(Provided records)

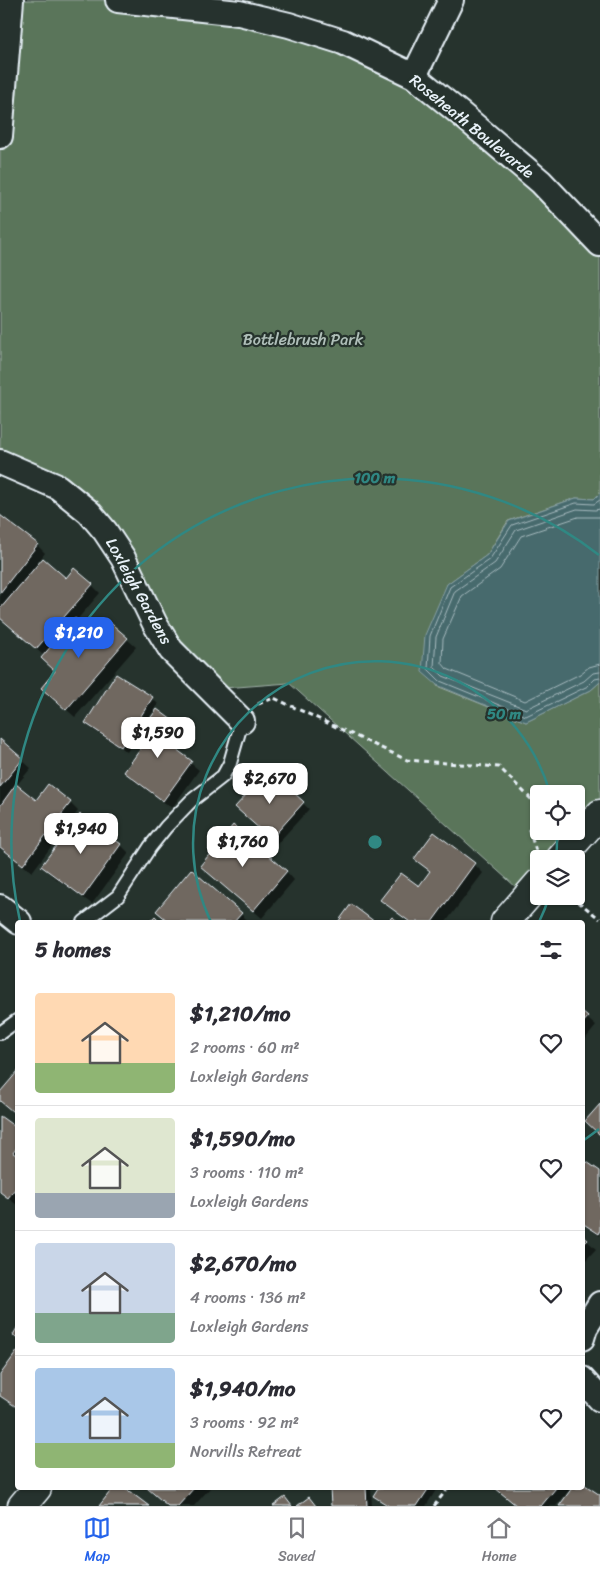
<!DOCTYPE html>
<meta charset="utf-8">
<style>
:root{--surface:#fff;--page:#f2f2f3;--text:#2b2b33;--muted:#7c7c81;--line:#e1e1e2;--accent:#2563eb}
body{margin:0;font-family:Sriracha,sans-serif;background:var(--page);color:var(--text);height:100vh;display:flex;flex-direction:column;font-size:19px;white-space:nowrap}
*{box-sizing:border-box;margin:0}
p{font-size:16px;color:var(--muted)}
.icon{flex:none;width:28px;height:28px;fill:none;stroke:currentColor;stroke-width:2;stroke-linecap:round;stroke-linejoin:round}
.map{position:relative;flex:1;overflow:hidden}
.sheet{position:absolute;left:15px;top:920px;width:570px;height:570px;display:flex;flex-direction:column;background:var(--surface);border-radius:5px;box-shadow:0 1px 4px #0004}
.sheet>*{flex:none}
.buttons{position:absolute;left:530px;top:785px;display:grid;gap:10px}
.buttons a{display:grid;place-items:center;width:55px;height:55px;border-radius:5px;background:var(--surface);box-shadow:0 1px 4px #0004;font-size:25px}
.price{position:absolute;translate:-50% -42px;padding:0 11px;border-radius:10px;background:#fff;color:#222;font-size:16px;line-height:32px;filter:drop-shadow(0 1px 2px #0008)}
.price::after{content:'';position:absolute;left:50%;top:30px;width:15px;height:11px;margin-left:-8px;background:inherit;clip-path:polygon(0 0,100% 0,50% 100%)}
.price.selected{background:var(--accent);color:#fff}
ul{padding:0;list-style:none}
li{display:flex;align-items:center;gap:15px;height:125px;padding:0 20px}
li+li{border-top:1px solid var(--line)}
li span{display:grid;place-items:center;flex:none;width:140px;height:100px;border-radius:5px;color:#555}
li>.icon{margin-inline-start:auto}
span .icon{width:60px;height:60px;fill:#fffc;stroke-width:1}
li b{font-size:21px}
h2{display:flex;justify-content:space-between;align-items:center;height:60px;padding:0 20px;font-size:21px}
.menu{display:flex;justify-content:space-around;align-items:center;height:70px;border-top:1px solid var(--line);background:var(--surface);font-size:14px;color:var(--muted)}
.menu a{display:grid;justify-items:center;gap:2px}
.menu .selected{color:var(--accent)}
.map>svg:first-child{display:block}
.green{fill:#5a745a;stroke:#a1b2a9;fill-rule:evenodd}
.water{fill:#476a6d;stroke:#87a0a5}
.shadow{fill:#0007}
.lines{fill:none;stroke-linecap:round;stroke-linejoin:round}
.shore{stroke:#a8bbc0;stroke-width:1}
.building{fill:#706861;stroke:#e8f1f8}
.service-casing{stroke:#e8f1f8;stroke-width:16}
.minor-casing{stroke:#e8f1f8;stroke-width:28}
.tertiary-casing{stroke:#e8f1f8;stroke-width:31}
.path{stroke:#e8f1f8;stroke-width:3;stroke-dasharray:5 4;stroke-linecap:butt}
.service{stroke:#26332d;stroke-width:12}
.minor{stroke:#26332d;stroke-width:24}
.tertiary{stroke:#26332d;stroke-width:28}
.ring{fill:none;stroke:#308883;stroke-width:2.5}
.labels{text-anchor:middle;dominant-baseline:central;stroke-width:4.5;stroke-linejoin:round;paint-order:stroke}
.street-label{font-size:16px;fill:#e8f1f8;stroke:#26332d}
.park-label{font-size:16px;fill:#afbfb9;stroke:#26332d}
.centre{fill:#308883;stroke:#26332d;stroke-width:2.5}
.ring-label{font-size:15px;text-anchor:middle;font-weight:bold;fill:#308883;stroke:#26332d;stroke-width:4.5;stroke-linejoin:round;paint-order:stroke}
</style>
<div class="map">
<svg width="600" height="1506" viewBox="0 0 600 1506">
<rect width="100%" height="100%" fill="#26332d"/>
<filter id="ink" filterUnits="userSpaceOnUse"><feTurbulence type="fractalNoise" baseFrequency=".02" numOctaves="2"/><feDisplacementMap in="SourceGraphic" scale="10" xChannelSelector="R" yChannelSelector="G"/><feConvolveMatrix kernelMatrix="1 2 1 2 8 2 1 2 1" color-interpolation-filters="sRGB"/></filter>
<g filter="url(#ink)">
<path class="green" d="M11 0H118L239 13 414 76 600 244V493L594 499 576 498 508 521 487 555 447 584 437 686 526 722 591 690 600 682V814L560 859H539V883L527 897 289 683 211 689 105 531 0 462V136ZM539 794H576V831H539Z"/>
<path class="water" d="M600 493V682L591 690 526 722 437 685 422 672 425 635 447 584 487 555 509 521 576 498 594 499Z"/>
<path class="shadow" d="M0 516 37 545 45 553 32 570 34 571 92 585 100 593 76 621 93 636 106 621 136 647 75 717 51 696 56 671 44 656 0 616Z
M152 698 158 704 127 752 92 729 87 723Z
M157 711 184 732 172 748 199 770 172 808 133 780 125 771 153 734 146 727Z
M0 741 31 768 16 786 36 801 70 803 78 811 32 872 0 848Z
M269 772 309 809 277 844 243 813Z
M80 815 121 845 129 853 92 904 51 875 43 866Z
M434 834 474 864 483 873 446 922H409L382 900 419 887 430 872 415 859Z
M191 871 241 914 249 922H170L166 919Z
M286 871 294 880 262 918 210 874Z
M352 906 373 922H339Z
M582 1014 596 1026 582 1043Z
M0 1117 18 1131 17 1205 0 1192Z
M582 1164 600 1173V1236L582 1224Z
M582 1236 596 1249 582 1264Z
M147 1488H210L194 1506H169Z
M331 1488H371L372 1506H332Z
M380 1488H433L436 1490 426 1506H388L375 1495Z
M497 1488H571L556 1506H517Z"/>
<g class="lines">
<path class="shore" d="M600 500 594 504 576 503 512 525 490 559 450 587 430 636 428 669 440 681 526 716 588 686 595 679 600 678
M600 509 595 510 577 509 516 530 495 563 455 591 436 637 434 667 443 676 526 709 584 681 593 673 600 672
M600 517H578L521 536 500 569 462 596 443 639 442 663 447 669 525 701 580 674 589 667 600 664"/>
</g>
<path class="building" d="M0 515 38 544 0 593Z
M43 558 66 578 74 568 93 584 36 649 0 618V609Z
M75 618 93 634 106 619 128 638 66 710 41 688 55 671 41 658Z
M116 674 153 697 121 747 85 723Z
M157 709 176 723 164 740 192 761 163 801 124 772 152 733 144 727Z
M0 739 23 759 0 787Z
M269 770 304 802 271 839 235 807Z
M16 784 36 800 48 784 71 802 23 865 0 847V806Z
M80 814 121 844 83 897 41 866Z
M233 825 287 871 253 911 200 866Z
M434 832 475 863 432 922H410L380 900 401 873 419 886 430 871 414 859Z
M191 869 242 913 234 922H169L156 911Z
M351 904 375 922H338Z
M155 916 161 922H149Z
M392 917 399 922H387Z
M582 1012 588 1017 582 1024Z
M18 1071V1116L0 1101V1092Z
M600 1104V1135L585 1121Z
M0 1116 18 1129V1146L13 1153 18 1156V1185L8 1198 0 1192Z
M584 1160 600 1171V1232L599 1234 582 1223V1162Z
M582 1235 588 1240 582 1246Z
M18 1326V1338L13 1335Z
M18 1350V1408L0 1396V1375Z
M582 1483 600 1495V1506H559L572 1488H582Z
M113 1488H125L149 1506H99Z
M147 1488H194L178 1506H168Z
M330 1488H366L367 1506H331Z
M378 1488H429L417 1506H389L373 1496Z
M495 1488H556L541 1506H517Z
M285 1497 292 1506H273Z
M309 1497 316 1506H297Z"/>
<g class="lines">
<defs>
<path id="service" d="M84 922 118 896 150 847 166 827 191 801 223 776 230 763 242 721
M0 1033 18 1020"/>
<path id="minor" d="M118 0 239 13 289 25 343 42 414 76 462 115 541 182 600 244
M414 76 451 0
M0 136 11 0
M0 462 58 487 89 512 105 531 123 558 155 624 171 650 242 721
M0 907 19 922
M582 1338 585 1328 600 1304
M582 1379 600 1399"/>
<path id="tertiary" d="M560 859 600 814
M505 922 539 883
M22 1506 37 1488"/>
</defs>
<use href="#service" class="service-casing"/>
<use href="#minor" class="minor-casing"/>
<use href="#tertiary" class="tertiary-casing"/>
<path class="path" d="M258 704 274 698 407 760 499 767 539 807
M536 851 529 830 539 814
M571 896 600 919
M434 1506 448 1488"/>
<use href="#service" class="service"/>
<use href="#minor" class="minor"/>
<use href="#tertiary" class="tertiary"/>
</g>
</g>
<g class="ring">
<path d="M549 897A182 182 0 0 1 539 922M211 922A182 182 0 1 1 550 793M557 832A182 182 0 0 1 556 858"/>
<path d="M599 1129A364 364 0 0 1 584 1140M20 921A364 364 0 0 1 599 555"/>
</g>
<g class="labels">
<g class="street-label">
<text transform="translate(472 126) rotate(39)">Roseheath Boulevarde</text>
<text transform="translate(139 591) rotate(61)">Loxleigh Gardens</text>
</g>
<g class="park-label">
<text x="303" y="339">Bottlebrush Park</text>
</g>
</g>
<circle cx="375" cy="842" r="8" class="centre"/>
<g class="ring-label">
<text x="375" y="483">100 m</text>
<text x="504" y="719">50 m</text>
</g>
</svg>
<div class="buttons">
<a><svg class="icon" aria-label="locate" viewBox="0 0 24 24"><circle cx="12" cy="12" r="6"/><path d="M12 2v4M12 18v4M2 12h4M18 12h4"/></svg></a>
<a><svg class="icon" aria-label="layers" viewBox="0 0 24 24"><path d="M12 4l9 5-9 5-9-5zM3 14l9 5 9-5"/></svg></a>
</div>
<b class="price selected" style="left:79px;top:659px">$1,210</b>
<b class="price" style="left:158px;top:759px">$1,590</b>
<b class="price" style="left:270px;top:805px">$2,670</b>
<b class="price" style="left:81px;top:855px">$1,940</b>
<b class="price" style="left:243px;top:868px">$1,760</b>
<section class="sheet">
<h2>5 homes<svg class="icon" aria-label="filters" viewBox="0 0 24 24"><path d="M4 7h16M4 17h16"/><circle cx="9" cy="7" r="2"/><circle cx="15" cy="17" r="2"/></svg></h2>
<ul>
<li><span style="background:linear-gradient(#ffd9b3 70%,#8fb573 0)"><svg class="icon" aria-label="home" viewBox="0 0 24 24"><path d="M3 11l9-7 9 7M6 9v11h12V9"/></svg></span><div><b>$1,210/mo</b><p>2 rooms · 60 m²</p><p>Loxleigh Gardens</p></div><svg class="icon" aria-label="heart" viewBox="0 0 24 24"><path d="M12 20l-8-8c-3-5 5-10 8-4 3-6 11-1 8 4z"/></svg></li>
<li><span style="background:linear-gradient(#dfe7d0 75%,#9aa5b1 0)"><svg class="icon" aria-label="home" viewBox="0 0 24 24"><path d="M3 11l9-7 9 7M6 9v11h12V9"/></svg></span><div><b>$1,590/mo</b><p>3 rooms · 110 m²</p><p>Loxleigh Gardens</p></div><svg class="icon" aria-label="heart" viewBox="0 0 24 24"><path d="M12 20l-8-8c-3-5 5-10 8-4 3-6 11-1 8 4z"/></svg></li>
<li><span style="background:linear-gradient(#c9d6e8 70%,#7fa58c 0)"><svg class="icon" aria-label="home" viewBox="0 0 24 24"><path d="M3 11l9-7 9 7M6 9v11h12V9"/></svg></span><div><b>$2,670/mo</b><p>4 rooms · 136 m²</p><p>Loxleigh Gardens</p></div><svg class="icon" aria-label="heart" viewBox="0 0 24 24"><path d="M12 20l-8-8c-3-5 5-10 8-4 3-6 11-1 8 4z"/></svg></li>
<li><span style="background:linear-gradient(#a9c7e8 75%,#8fb573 0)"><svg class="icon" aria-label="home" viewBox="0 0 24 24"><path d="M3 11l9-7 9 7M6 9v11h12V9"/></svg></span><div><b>$1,940/mo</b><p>3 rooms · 92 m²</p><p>Norvills Retreat</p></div><svg class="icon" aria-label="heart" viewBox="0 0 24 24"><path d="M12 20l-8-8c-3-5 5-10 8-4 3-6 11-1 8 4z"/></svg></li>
</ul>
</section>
</div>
<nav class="menu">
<a class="selected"><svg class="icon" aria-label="map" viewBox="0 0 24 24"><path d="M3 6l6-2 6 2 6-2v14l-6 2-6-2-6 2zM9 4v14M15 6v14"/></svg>Map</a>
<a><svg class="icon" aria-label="saved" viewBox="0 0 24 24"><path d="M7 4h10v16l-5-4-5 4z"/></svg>Saved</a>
<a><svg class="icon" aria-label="home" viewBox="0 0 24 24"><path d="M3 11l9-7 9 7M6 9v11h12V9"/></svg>Home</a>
</nav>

(End Provided records)

* What is needed
Copy each line containing the word "linecap" from the data.

* Written response
.icon{flex:none;width:28px;height:28px;fill:none;stroke:currentColor;stroke-width:2;stroke-linecap:round;stroke-linejoin:round}
.lines{fill:none;stroke-linecap:round;stroke-linejoin:round}
.path{stroke:#e8f1f8;stroke-width:3;stroke-dasharray:5 4;stroke-linecap:butt}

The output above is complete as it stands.